Copy the entries word for word. Keep the pictures out.

(Entries taken from a collection)
┄┄┄┄┄┄

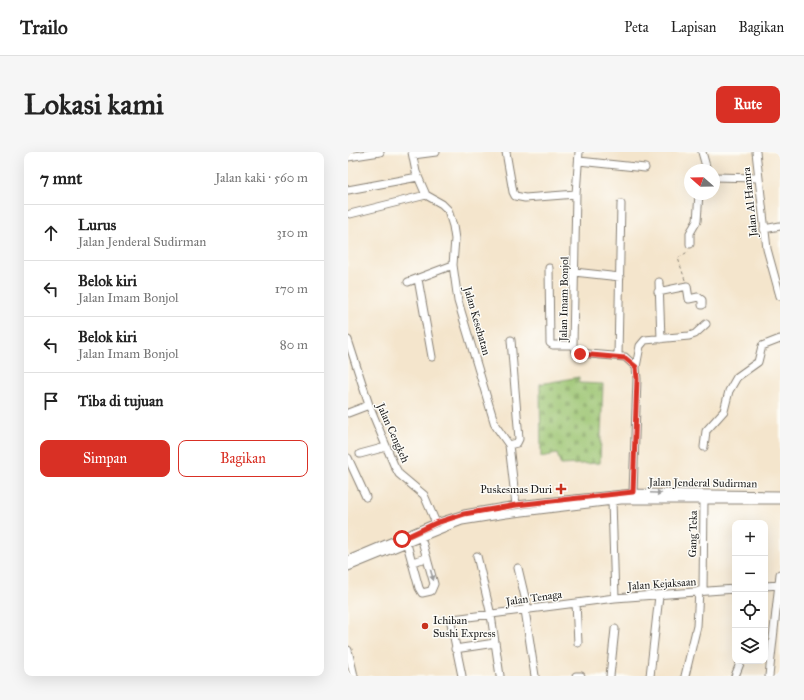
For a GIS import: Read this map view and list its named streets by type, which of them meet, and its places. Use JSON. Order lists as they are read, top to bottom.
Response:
{
  "streets": {
    "street": [
      "Jalan Al Hamra",
      "Jalan Imam Bonjol",
      "Jalan Kesehatan",
      "Jalan Cengkeh",
      "Jalan Jenderal Sudirman",
      "Gang Teka",
      "Jalan Kejaksaan",
      "Jalan Tenaga"
    ]
  },
  "crossings": [
    ["Jalan Kesehatan", "Jalan Jenderal Sudirman"],
    ["Jalan Cengkeh", "Jalan Jenderal Sudirman"],
    ["Jalan Jenderal Sudirman", "Gang Teka"],
    ["Jalan Jenderal Sudirman", "Jalan Kejaksaan"],
    ["Gang Teka", "Jalan Kejaksaan"],
    ["Jalan Kejaksaan", "Jalan Tenaga"]
  ],
  "places": {
    "health": ["Puskesmas Duri"],
    "other": ["Ichiban Sushi Express"]
  },
  "north": "left",
  "page": {
    "header": "Trailo",
    "nav": ["Peta", "Lapisan", "Bagikan"],
    "buttons": [
      "Rute",
      ["Simpan", "Bagikan"]
    ],
    "title": "Lokasi kami",
    "heading": ["7 mnt", "Jalan kaki · 560 m"],
    "list": [
      ["Lurus", "Jalan Jenderal Sudirman", "310 m"],
      ["Belok kiri", "Jalan Imam Bonjol", "170 m"],
      ["Belok kiri", "Jalan Imam Bonjol", "80 m"],
      "Tiba di tujuan"
    ],
    "map_buttons": ["+", "−"]
  }
}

┄┄┄┄┄┄

▶ **Exercise solution**
For a GIS import: Read this map view and list its named streets by type, which of them meet, and its places. Use JSON. Order lists as they are read, top to bottom.
Response:
{
  "streets": {
    "street": [
      "Jalan Al Hamra",
      "Jalan Imam Bonjol",
      "Jalan Kesehatan",
      "Jalan Cengkeh",
      "Jalan Jenderal Sudirman",
      "Gang Teka",
      "Jalan Kejaksaan",
      "Jalan Tenaga"
    ]
  },
  "crossings": [
    ["Jalan Kesehatan", "Jalan Jenderal Sudirman"],
    ["Jalan Cengkeh", "Jalan Jenderal Sudirman"],
    ["Jalan Jenderal Sudirman", "Gang Teka"],
    ["Jalan Jenderal Sudirman", "Jalan Kejaksaan"],
    ["Gang Teka", "Jalan Kejaksaan"],
    ["Jalan Kejaksaan", "Jalan Tenaga"]
  ],
  "places": {
    "health": ["Puskesmas Duri"],
    "other": ["Ichiban Sushi Express"]
  },
  "north": "left",
  "page": {
    "header": "Trailo",
    "nav": ["Peta", "Lapisan", "Bagikan"],
    "buttons": [
      "Rute",
      ["Simpan", "Bagikan"]
    ],
    "title": "Lokasi kami",
    "heading": ["7 mnt", "Jalan kaki · 560 m"],
    "list": [
      ["Lurus", "Jalan Jenderal Sudirman", "310 m"],
      ["Belok kiri", "Jalan Imam Bonjol", "170 m"],
      ["Belok kiri", "Jalan Imam Bonjol", "80 m"],
      "Tiba di tujuan"
    ],
    "map_buttons": ["+", "−"]
  }
}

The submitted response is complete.